August 07, 2016

Competition in Perspective by Ramona Heikel

Thinking about Olympic competitions naturally leads me to thinking about my school days when I enjoyed competing in track and field. I'm not really competitive against other people, but I do like to compete against myself to increase my personal best.

Every year in grade school I received a first or second place ribbon in the fifty-yard dash. And I remember years later returning to my elementary school to play in a summer softball league there, and noticing in the gym that my 7.6 seconds still stood as the record for girls 50-yard dash. That was a thrill.

However, I am embarrassed at how quickly I gave up when I was challenged. 

When I entered junior high, our school system in Denver started an integration program, in which students of various races were bused to schools outside their neighborhood to ensure a mix at each school.  Most of my white friends did not have any interest in gym class. So out of about forty girls in my seventh grade gym class, there were only two white girls: me, and my friend Sue; all the others were African-American. And were those girls ever talented athletically!

Almost every one of them, whatever shape or size, could run the fifty-yard dash faster than I could. When I tried to run hurdles, I lost my balance, crashed and burned, and went inside the school to clean up my bloody nose and knee. Those amazingly talented African-American girls could sail right over the hurdles, as though each was born to be an Olympic athlete.

I had been a big fish in a small pond at Montclair Elementary School. Now here I was, a small fish in a big pond at Hill Junior High. Looking back, I wish I had connected with these talented athletes and asked for their help or tips. But not only were our newly mingling races uncomfortable outside our own group of friends, I was also quite shy. 

My main obstacle, however, was that I was so intimidated by the competition, I didn't even try out for the track team.  I have never forgotten that. 

Now, when I start to feel challenged and overwhelmed by competition, I remember the mistake that I made when I was young. Instead of quitting, I work harder and try to connect with my competitors.

Writing is one of my most challenging endeavors, and I still become intimidated by authors whose works are chosen over mine for publication. Also, when I see that someone has published a book with a very similar topic or plot to what I've written, I become discouraged and consider bowing out of the competition.

But more and more, I am able to remember that just because someone else has already published a project similar to mine, that doesn't mean that my creation isn't also valuable in its unique way.

Recently a writing friend of mine was trying to convince me to self-publish my book of children's math adventure stories.  I explained to her that I had put that project on a back burner because I found several on the internet that were similar. In fact, one particular book was almost identical to mine, but done much better. She said to me, "You know how you find a favorite author and you read everything they've written? Aren't you glad when you discover that there is another author that has written similar books?"  Yes, I am!  That made sense to me, and inspires me to keep at it.

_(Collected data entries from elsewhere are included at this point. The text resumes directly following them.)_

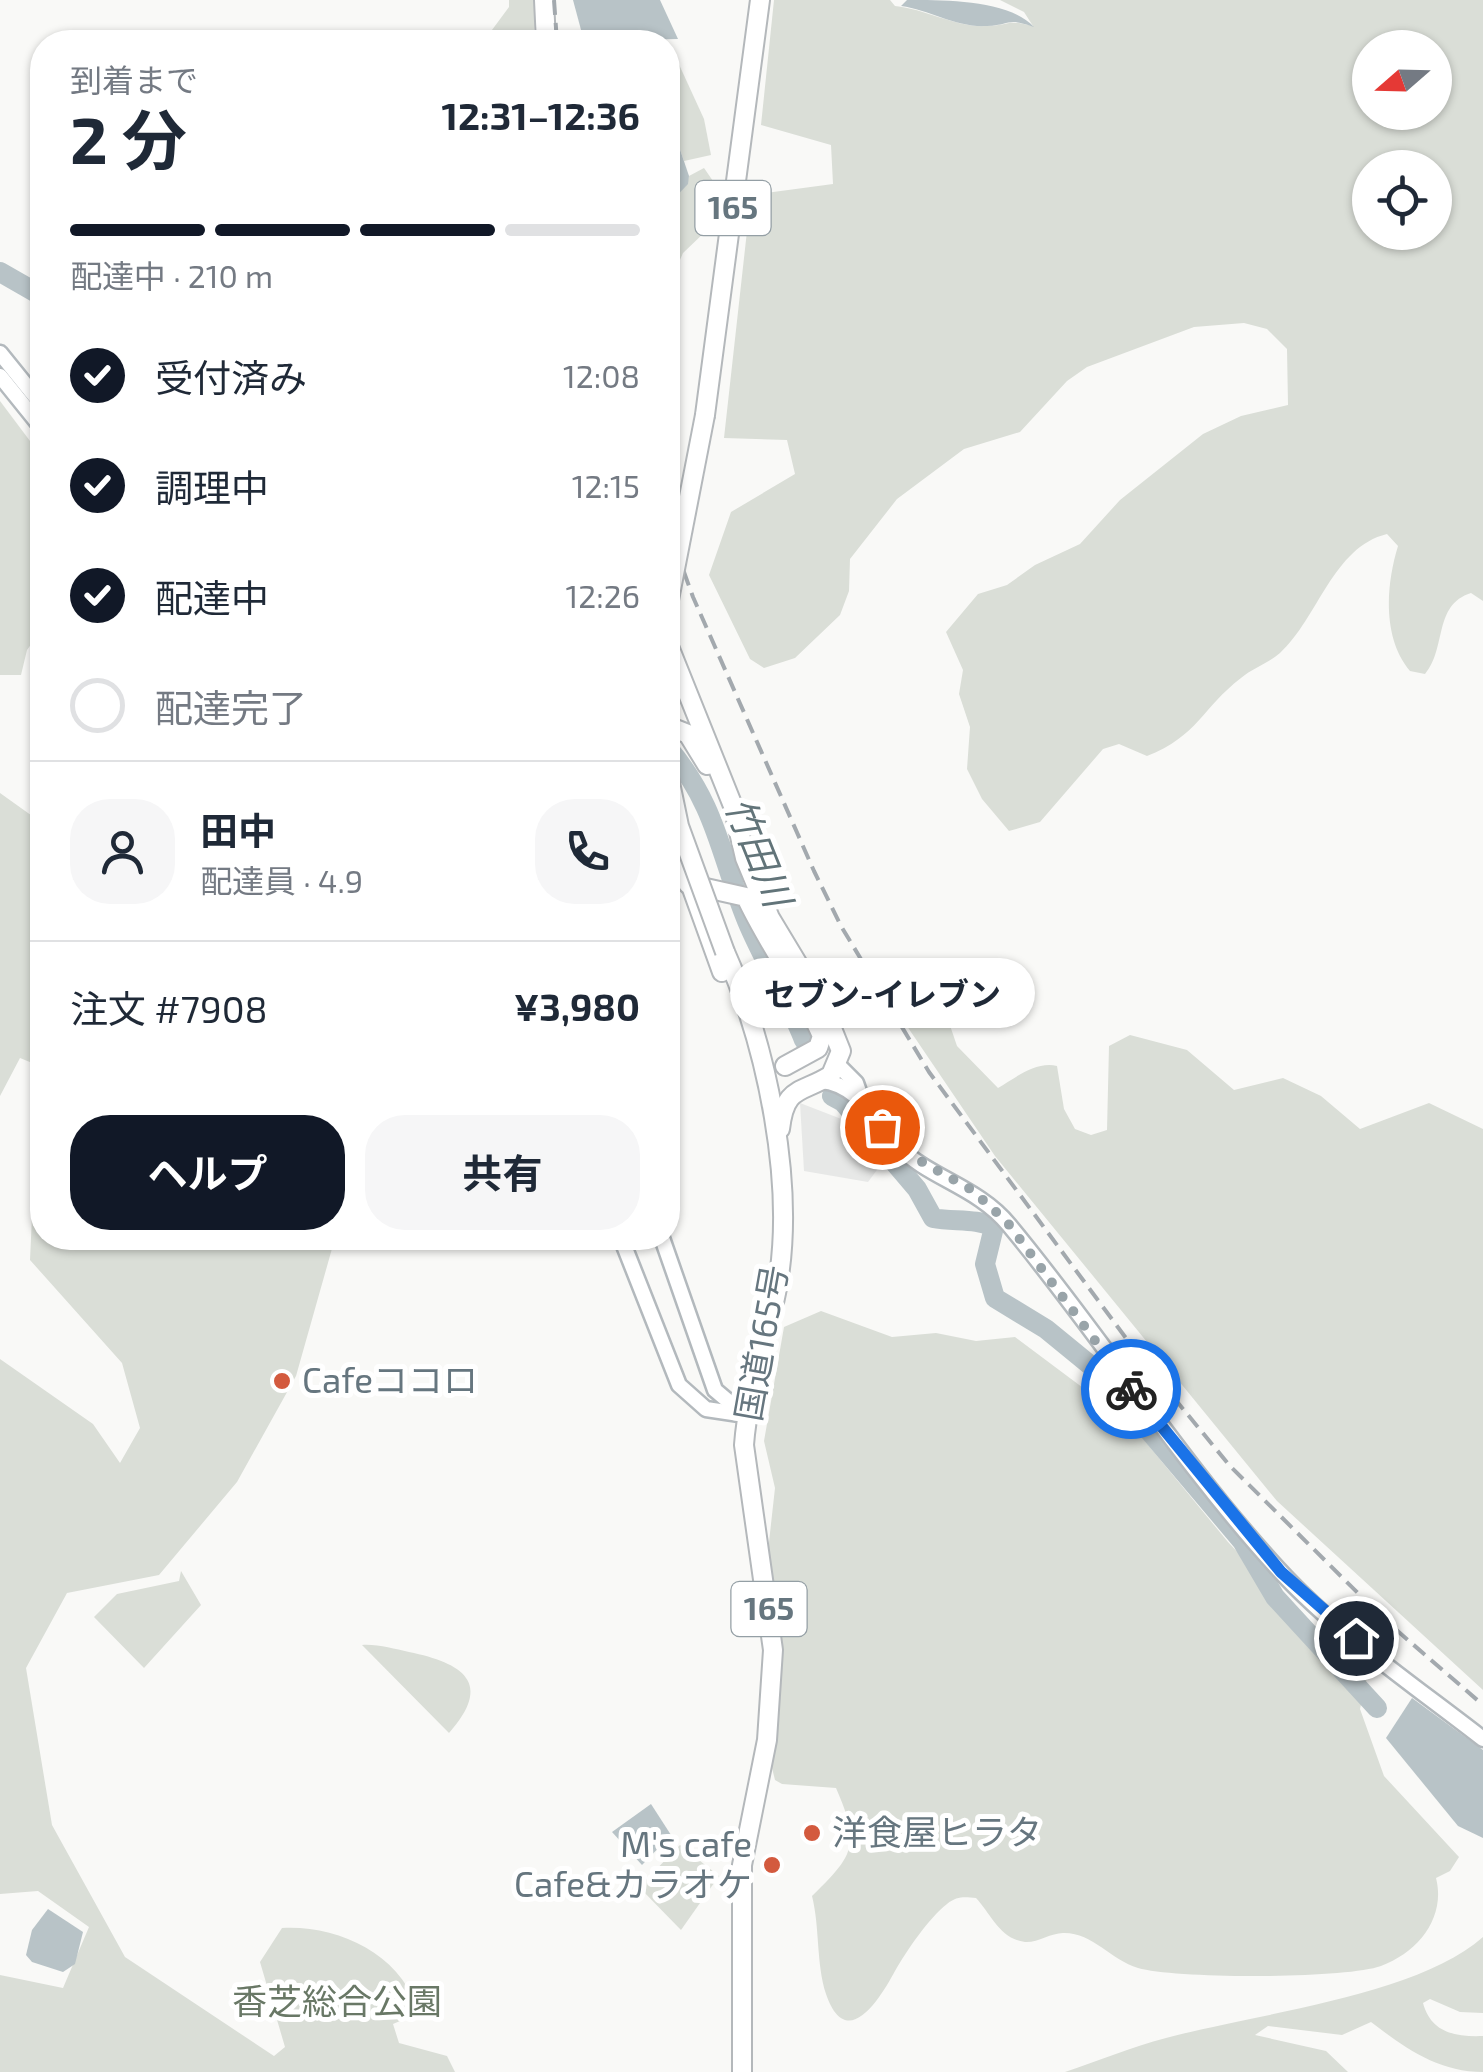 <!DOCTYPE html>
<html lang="ja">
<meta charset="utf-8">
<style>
body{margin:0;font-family:"Exo 2","Noto Sans JP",sans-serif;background:#f6f6f7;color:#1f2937;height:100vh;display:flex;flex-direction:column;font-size:38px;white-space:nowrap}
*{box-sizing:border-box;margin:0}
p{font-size:32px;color:#747a83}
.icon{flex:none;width:55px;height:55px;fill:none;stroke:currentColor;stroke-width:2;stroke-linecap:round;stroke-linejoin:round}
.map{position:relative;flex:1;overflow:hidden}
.details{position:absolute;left:30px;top:30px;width:650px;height:1220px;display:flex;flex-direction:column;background:#fff;border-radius:40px;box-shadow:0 2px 8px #0004}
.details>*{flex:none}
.needle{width:65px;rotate:250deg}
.tools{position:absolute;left:1352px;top:30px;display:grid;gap:20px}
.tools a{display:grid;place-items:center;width:100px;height:100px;border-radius:50%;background:#fff;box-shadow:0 2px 8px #0004;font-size:50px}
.pin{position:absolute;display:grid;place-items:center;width:85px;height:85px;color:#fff;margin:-42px;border:5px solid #fff;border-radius:50%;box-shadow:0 2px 10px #0007}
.courier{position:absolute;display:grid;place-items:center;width:100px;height:100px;margin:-50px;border:8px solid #1a73e8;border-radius:50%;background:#fff;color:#222;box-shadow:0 2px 12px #0007}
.bubble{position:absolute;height:70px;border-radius:35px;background:#fff;box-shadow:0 2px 8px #0004;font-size:32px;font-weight:700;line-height:70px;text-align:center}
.headline em{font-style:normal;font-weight:700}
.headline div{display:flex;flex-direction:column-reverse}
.headline{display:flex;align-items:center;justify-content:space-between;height:170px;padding:0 40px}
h1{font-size:65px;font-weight:700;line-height:75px}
.bar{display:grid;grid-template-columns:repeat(4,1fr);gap:15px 10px;align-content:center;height:120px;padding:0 40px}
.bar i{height:12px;border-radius:8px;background:#e0e1e3}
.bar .active{background:#111827}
.bar p{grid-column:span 4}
.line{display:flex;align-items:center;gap:25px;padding:0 40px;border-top:2px solid #e0e1e3}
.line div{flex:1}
.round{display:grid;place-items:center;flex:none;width:105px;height:105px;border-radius:40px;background:#f6f6f7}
ol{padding:0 40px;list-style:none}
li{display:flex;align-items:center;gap:30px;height:110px}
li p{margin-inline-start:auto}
li .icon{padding:10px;border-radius:50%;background:#111827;color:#fff;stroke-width:4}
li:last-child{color:#747a83}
li i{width:55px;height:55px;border:5px solid #e0e1e3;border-radius:50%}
.action{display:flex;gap:20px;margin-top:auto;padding:20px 40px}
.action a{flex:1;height:115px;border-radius:40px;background:#111827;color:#fff;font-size:40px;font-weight:700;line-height:115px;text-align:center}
.action a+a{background:#f6f6f7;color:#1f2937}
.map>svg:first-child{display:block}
.built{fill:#e7e8e7}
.green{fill:#daded7;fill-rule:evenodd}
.water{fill:#b8c3c7}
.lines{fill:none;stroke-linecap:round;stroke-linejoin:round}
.river{stroke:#b8c3c7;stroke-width:20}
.secondary-casing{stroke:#b3b9bd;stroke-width:19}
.highway-casing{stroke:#b4b8bb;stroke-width:22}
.secondary{stroke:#fff;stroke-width:14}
.highway{stroke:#fff;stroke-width:18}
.rail{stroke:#a3a9ae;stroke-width:4;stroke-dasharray:15 8;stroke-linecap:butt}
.highway-bridge-casing{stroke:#b4b8bb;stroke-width:22;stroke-linecap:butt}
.highway-bridge{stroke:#fff;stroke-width:18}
.done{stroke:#99a4a9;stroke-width:10;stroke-dasharray:0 18}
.route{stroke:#1a73e8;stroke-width:12}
.poi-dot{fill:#d35a3e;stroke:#fff;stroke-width:4}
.labels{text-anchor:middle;stroke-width:10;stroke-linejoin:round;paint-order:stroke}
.shield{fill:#fff;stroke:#949fa5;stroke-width:2.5}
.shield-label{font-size:32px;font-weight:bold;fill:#66767f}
.street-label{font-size:35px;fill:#66767f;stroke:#fff}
.poi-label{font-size:35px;fill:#66767f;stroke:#fff;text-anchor:start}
.park-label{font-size:35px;fill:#697866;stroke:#fff}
.water-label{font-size:38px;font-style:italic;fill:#627479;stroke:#fff}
</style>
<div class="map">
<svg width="1483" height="2072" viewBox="0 0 1483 2072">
<rect width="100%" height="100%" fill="#f9f9f7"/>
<polygon class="built" points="800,1103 844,1120 882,1163 868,1182 804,1171"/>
<g class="green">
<polygon points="509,0 537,0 533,42 446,42 450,38 453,42 489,34 509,7"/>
<path d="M774,0h116l5,6c31,3 62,22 92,20 25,-1 17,-7 46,0l-9,-14 -24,-12h483v601l-12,-8c-38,12 -24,55 -46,81l-15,-3c-28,-33 -24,-86 -12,-125l-11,-12c-54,13 -69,84 -107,119 -11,10 -27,15 -39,25 -39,30 -43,58 -94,78l-28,-12 -16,5 -63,73 -31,9 -27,-32 -15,-30 3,-42 -11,-33 4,-24 -17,-38 32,-38 29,-9 28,-20 45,-21 40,-44 83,-66 38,-18 47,-11 -1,-56 -20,-20 -23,-6 -50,4 -107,40 -20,14 -47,51 -56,17 -67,50 -47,60 -1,32 -9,24 -45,43 -31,10 -14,-9 -41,-84 22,-63 64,-38 -8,-34 -63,-2 27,-243 82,-11 -2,-39 -70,-20zM1370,48h65v64h-65zM1370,168h65v64h-65z"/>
<polygon points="671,47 704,119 711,155 684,161 668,114 668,48"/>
<polygon points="704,168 713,181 707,230 683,253 673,276 673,400 668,413 668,205 687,184 689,176"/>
<polygon points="0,401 42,457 42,629 27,650 21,675 0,675"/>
<polygon points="0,793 42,823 42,1067 20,1058 0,1096"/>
<path d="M918,989l22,7 17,50 41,42c17,-10 38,-27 59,-22l7,43 11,20 16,6 16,-5 2,-84 21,-11 57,15 47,40 49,-12 38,18 39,33 69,-26 54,26v561l-206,-189 -282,-345 -103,-152 4,-9z"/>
<path d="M42,1182v56h293l-39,138 -59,106 -78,93 -92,18 -41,75 26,157 73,132 149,99 11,-9 -25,-85 22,-34c54,-3 115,24 134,77l-9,13 -14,6 6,19 48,13 8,16h-455v-97l63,13 26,-61 -51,-36 -38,3v-535l93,65 27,39 20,-35 -18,-65 -92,-103 3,-66z"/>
<path d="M821,1311l71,26 44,-4 40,8 39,-4 115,86 98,119 110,117 32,5 -10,45 24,67 75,81 -9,14 -14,7c10,39 -17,74 -55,88 -36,13 -206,13 -243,2 -27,-8 -46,-36 -75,-35 -12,0 -26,10 -38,9 -25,-3 -34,-28 -49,-44 -12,-1 -19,-2 -29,6 -18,14 -40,46 -52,67 -13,24 -48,84 -69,23 -10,-31 -6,-66 -14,-98 42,-41 49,-51 24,-108l-54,-4 -7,-4 -4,-16 -3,-213 7,-63 -11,-47 20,-114z"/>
<polygon points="181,1571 201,1605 144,1668 94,1617 117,1594 179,1581"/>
<path d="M362,1645c16,-1 32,4 47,7 54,11 85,31 40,81z"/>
<polygon points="680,1845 719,1876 681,1930 639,1887"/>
<path d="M1483,1937v76l-23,-1 -30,-13 -7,4c8,30 33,34 60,33v36c-45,0 -78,-24 -112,-50l-29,13 -74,-9 -13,9 71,16 22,21h-283c33,-11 67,-25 101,-34 88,-24 251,-42 317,-101z"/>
</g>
<g class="water">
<polygon points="573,0 660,0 678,39 584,41"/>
<path d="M907,0c41,0 102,0 127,27 -28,-10 -22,-2 -47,-1 -30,2 -57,-16 -86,-20z"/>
<polygon points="668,114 689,176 688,184 668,205"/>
<polygon points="1412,1698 1483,1750 1483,1838 1458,1826 1386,1738"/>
<polygon points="651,1804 671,1835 642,1865 612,1832"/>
<polygon points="48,1909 83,1932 75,1964 63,1972 32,1962 26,1955 32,1930"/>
</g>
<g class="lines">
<g class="river">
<polyline points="0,272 42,296"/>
<path d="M668,748c49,58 52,107 79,173 17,41 41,78 57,119"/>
<path d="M832,1096l11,6 74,87 16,29c21,4 43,0 61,9l-9,37 10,34 51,31 55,45 141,167 33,56 102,111"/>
</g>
<defs>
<g id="secondary">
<polyline points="0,353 42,405"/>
<polyline points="0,376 42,428"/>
<polyline points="838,1065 856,1083 863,1103"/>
<path d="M821,1081c38,3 54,41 78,66 30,31 79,40 110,78 93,112 171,237 270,345 59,64 136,116 204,169"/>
<polyline points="621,1238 679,1385 706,1409 746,1415"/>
<polyline points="662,1238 715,1390 741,1412"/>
</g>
<g id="highway">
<polyline points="544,0 546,42"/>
<polyline points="705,415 760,0"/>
<path d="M668,644l65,162 12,52 25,60 53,88 18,45 -10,24c-30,19 -46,10 -51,54"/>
<polyline points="668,726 688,734 707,765"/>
<polyline points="668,822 722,972"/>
<path d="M688,884l58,13c22,48 55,90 76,139l-4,12 -33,18"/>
<path d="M725,952c42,94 71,233 52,336 -10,53 -29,103 -33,157l29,205 -6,90 -25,125v207"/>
</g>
</defs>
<use href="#secondary" class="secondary-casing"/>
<use href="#highway" class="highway-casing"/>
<use href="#secondary" class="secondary"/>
<use href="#highway" class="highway"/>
<g class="rail">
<polyline points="554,0 557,42"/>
<polyline points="668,528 693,597 814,871 841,926 929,1072 1137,1353 1230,1466 1386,1621 1483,1705"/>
</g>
<defs>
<g id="highway-bridge">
<polyline points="668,605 705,415"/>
<polyline points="668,773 679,826 725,952"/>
</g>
</defs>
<use href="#highway-bridge" class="highway-bridge-casing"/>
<use href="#highway-bridge" class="highway-bridge"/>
</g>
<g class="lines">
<polyline class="done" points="882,1127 901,1150 972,1190 1007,1222 1131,1389"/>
<polyline class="route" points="1131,1389 1281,1572 1356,1638"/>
</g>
<g class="poi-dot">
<circle cx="282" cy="1381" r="10"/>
<circle cx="812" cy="1833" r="10"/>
<circle cx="772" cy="1865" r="10"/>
</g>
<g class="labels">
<g class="shield">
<rect x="695.5" y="181" width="75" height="54" rx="8"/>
<rect x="731.5" y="1582" width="75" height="54" rx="8"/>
</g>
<g class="shield-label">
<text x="733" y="219">165</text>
<text x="769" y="1620">165</text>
</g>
<g class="street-label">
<text transform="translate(762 1343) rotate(-80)" y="12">国道165号</text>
</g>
<g class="poi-label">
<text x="302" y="1393">Cafeココロ</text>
<text x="832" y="1845">洋食屋ヒラタ</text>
<text x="752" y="1857" text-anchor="end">M's cafe<tspan x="752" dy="40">Cafe&amp;カラオケ</tspan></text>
</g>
<g class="park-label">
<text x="337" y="2014">香芝総合公園</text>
</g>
<g class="water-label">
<text transform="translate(758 852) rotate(68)" y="13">竹田川</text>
</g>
</g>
</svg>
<div class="tools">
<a><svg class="needle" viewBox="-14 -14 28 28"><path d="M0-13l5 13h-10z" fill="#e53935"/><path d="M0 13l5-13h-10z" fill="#747a83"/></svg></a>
<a><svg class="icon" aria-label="locate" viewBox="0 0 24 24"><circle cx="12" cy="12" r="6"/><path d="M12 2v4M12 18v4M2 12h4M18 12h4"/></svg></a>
</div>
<div class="pin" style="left:882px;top:1127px;background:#ea580c"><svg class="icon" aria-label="bag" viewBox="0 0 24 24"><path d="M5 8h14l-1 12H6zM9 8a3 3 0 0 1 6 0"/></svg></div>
<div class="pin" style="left:1356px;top:1638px;background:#1f2937"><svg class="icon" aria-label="home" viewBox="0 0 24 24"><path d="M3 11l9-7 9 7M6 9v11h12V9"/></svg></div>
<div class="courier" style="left:1131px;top:1389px"><svg class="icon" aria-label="bike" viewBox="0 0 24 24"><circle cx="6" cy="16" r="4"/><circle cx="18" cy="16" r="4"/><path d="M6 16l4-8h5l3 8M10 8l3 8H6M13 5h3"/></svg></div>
<div class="bubble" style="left:730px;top:958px;width:305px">セブン-イレブン</div>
<section class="details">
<div class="headline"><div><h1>2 分</h1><p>到着まで</p></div><em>12:31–12:36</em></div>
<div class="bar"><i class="active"></i><i class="active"></i><i class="active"></i><i></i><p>配達中 · 210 m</p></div>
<ol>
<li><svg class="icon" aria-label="check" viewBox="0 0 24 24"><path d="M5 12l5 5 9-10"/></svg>受付済み<p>12:08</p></li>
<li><svg class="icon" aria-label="check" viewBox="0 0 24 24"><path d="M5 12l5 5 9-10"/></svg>調理中<p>12:15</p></li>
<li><svg class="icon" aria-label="check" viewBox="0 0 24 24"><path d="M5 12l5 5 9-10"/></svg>配達中<p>12:26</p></li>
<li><i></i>配達完了</li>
</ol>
<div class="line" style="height:180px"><a class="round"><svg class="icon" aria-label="person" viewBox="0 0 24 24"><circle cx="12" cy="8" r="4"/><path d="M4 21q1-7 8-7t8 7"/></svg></a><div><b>田中</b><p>配達員 · 4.9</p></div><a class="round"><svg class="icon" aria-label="phone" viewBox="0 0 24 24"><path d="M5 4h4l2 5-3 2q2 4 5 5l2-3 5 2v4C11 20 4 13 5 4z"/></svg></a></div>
<div class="line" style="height:130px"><div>注文 #7908</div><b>¥3,980</b></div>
<div class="action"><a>ヘルプ</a><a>共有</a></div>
</section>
</div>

So my great admiration goes out to those Olympic track and field competitors, who didn't let super-talented athletes intimidate them and keep them from reaching for their dream.
In the same way I have great admiration and respect for all the writers--including myself!--who don't become discouraged by all the incredibly gifted authors that surround us. May we all continue to support each other, write what's in our hearts, and get it "out there" where it can make a positive difference in someone's life.

As each has received a gift, use it to serve one another, as good stewards of God's varied grace: whoever speaks, as one who speaks oracles of God; whoever serves, as one who serves by the strength that God supplies—in order that in everything God may be glorified through Jesus Christ. To him belong glory and dominion forever and ever. Amen.      1 Peter 4:10-11 ESV

Posted by Ramona

Photo credits:
Flickr "100 Meter dash - Jaqueline Rose" by SD Dirk 
YouTube "Girls 100M Dash Finals (2A), WIAA State Championship 2012" by Henry Fan


  1. Your friend had very good advice! Keep on believing in yourself.

  2. Thanks for sharing, Ramona! I love your challenge for us to support each other, write what's on our hearts, and make a positive difference in other people's lives.

    I'd be very interested in your math book :)

    1. Hi Ruth! Sure, I'd like to tell you about the math book, do you want to email at

  3. Enjoyed your post, Ramona. A good reminder to stay in the game and to strive for our own personal best.

  4. Yes, we can't let ourselves be so easily intimidated. I can identify acting in similar fashion. Eleanor Roosevelt wisely said, "No one can make you feel inferior without your permission." In his second letter to Timothy, Paul said, "For the Spirit God gave us does not make us timid, but gives us power, love and self-discipline." You are giving us some good reminders here Ramona. Thanks.